-------- Record extracts --------
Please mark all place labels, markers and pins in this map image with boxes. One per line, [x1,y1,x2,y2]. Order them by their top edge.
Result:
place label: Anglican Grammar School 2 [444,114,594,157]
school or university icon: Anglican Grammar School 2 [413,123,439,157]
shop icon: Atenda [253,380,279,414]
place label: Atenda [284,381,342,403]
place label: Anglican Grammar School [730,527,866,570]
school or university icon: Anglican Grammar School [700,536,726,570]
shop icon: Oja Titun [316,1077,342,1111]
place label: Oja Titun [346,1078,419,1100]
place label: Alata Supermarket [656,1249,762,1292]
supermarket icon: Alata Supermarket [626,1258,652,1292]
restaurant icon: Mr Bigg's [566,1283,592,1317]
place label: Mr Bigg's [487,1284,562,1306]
--------
Produce a faithful copy of all the material above.

Please mark all place labels, markers and pins in this map image with boxes. One per line, [x1,y1,x2,y2]. Order them by their top edge.
Result:
place label: Anglican Grammar School 2 [444,114,594,157]
school or university icon: Anglican Grammar School 2 [413,123,439,157]
shop icon: Atenda [253,380,279,414]
place label: Atenda [284,381,342,403]
place label: Anglican Grammar School [730,527,866,570]
school or university icon: Anglican Grammar School [700,536,726,570]
shop icon: Oja Titun [316,1077,342,1111]
place label: Oja Titun [346,1078,419,1100]
place label: Alata Supermarket [656,1249,762,1292]
supermarket icon: Alata Supermarket [626,1258,652,1292]
restaurant icon: Mr Bigg's [566,1283,592,1317]
place label: Mr Bigg's [487,1284,562,1306]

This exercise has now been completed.